_Action item_
Among the entries below, count the lines that contain the word "sans". Respond with the count only.

━━ Dataset

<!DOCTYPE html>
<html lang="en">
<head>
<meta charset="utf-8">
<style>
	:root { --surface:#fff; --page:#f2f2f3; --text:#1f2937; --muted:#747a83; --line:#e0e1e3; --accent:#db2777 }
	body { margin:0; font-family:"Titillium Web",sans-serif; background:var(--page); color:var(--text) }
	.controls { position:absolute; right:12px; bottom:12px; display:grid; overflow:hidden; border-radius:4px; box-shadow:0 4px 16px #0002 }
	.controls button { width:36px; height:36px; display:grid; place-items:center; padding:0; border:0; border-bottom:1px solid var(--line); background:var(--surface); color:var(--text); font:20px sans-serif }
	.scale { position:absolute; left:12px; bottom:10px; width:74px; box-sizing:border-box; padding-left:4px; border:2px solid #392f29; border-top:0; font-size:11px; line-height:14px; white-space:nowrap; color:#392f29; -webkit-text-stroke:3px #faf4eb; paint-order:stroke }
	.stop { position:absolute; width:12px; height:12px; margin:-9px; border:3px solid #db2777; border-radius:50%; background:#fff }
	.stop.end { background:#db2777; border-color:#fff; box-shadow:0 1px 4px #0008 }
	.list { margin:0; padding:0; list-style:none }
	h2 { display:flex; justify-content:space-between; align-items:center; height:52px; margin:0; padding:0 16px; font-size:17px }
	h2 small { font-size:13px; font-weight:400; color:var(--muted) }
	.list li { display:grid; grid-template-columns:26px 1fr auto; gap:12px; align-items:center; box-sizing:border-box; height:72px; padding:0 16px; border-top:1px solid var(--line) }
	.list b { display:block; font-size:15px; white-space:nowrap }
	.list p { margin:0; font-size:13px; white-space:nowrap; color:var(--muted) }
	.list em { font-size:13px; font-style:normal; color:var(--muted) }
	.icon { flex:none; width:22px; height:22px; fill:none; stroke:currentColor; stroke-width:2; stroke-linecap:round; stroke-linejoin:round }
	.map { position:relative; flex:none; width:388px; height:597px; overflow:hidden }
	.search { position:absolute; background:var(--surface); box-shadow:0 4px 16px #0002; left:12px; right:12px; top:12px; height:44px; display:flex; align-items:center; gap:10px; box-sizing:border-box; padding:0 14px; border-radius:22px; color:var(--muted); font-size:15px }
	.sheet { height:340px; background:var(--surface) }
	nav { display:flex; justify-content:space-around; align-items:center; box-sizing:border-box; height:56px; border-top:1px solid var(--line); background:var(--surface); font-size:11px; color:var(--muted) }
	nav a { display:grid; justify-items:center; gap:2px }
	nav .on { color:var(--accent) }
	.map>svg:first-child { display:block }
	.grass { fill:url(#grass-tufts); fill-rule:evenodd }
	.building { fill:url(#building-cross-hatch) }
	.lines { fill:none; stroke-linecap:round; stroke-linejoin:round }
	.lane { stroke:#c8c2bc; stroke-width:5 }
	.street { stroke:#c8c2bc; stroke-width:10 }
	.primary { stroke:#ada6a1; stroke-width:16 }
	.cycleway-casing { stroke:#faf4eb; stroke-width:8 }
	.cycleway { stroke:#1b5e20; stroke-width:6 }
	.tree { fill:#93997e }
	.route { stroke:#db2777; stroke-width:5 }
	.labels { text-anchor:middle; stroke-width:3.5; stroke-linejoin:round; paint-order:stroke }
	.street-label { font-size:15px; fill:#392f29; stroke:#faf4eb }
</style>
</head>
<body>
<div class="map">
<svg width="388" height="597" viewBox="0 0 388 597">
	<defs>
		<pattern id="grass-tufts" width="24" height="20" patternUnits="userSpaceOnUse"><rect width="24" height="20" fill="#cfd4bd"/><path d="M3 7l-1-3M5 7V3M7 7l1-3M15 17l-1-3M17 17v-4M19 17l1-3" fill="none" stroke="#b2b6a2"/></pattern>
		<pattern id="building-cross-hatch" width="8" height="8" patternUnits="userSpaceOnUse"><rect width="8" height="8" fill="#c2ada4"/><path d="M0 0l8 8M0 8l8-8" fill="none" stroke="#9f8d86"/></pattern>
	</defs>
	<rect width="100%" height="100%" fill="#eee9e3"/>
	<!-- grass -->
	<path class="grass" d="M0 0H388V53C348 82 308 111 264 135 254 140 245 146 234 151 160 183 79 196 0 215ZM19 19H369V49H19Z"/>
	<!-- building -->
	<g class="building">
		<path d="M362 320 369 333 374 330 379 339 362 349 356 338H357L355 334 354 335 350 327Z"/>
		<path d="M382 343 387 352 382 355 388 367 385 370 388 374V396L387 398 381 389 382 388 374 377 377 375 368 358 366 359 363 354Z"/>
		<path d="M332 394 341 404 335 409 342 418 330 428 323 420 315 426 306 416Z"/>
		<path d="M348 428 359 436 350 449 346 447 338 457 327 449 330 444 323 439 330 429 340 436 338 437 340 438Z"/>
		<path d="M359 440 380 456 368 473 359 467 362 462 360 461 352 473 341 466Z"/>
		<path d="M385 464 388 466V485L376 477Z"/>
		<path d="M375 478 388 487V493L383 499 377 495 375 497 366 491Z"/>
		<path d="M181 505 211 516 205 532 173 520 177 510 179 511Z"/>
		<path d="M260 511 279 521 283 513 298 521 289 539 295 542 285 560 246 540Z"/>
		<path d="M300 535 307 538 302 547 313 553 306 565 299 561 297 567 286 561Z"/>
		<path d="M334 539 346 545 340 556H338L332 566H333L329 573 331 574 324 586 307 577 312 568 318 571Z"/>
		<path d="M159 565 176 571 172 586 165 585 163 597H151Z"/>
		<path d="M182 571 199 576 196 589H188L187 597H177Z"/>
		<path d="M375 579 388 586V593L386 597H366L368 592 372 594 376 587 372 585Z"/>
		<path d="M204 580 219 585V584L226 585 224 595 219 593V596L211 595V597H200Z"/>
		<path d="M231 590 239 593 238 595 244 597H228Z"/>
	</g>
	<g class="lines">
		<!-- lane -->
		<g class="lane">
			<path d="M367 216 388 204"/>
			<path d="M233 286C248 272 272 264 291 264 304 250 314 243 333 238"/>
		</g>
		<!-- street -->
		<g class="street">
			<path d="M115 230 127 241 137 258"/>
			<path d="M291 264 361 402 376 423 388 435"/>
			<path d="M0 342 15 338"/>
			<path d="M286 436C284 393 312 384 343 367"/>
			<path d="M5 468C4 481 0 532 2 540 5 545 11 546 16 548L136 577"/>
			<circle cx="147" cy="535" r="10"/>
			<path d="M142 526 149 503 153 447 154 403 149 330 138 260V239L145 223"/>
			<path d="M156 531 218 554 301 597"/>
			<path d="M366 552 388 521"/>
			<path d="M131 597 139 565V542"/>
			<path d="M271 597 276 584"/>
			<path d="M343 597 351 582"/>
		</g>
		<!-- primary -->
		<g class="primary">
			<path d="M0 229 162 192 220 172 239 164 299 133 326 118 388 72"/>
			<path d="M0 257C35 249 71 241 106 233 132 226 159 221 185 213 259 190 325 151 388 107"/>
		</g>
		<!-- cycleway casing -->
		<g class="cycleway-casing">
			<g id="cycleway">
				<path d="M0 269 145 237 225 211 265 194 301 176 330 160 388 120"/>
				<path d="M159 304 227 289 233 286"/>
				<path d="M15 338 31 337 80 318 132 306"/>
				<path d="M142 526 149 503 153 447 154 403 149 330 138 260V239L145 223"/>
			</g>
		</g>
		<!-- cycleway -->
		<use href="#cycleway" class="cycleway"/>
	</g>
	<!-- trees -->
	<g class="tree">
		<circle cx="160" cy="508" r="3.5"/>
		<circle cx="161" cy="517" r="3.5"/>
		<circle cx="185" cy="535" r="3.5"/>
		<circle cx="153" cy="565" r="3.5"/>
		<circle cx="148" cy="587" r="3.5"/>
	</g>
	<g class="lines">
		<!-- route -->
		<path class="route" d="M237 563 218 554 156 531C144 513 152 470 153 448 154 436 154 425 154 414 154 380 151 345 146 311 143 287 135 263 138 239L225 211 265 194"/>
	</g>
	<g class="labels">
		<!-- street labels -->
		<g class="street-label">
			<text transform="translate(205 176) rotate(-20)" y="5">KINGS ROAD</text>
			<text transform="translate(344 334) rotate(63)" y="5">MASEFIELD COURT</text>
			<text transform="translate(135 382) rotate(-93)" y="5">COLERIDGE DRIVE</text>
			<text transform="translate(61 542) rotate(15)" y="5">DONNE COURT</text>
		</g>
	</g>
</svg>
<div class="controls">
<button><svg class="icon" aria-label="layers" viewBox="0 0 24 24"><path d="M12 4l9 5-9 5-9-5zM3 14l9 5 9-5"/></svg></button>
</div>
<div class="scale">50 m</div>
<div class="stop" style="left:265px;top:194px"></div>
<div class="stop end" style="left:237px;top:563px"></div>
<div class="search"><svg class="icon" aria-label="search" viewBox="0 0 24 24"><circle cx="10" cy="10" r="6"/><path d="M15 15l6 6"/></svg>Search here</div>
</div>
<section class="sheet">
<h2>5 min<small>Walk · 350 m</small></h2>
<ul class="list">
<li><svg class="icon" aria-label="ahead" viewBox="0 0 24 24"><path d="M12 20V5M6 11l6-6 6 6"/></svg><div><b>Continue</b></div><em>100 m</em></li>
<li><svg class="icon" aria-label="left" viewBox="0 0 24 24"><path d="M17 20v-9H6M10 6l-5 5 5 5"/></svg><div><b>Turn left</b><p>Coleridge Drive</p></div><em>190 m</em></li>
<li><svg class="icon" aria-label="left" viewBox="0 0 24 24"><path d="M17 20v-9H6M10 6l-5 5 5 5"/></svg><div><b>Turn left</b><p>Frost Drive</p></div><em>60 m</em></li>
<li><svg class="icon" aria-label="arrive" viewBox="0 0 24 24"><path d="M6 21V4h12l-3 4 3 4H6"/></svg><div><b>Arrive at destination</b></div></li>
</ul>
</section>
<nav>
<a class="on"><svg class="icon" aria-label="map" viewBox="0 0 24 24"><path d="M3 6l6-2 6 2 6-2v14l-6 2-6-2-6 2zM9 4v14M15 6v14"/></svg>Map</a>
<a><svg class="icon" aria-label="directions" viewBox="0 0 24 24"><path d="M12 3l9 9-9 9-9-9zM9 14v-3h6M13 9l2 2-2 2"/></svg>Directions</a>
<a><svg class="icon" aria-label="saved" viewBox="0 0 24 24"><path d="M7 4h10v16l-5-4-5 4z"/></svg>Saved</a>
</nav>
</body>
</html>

━━━━

_Output_
2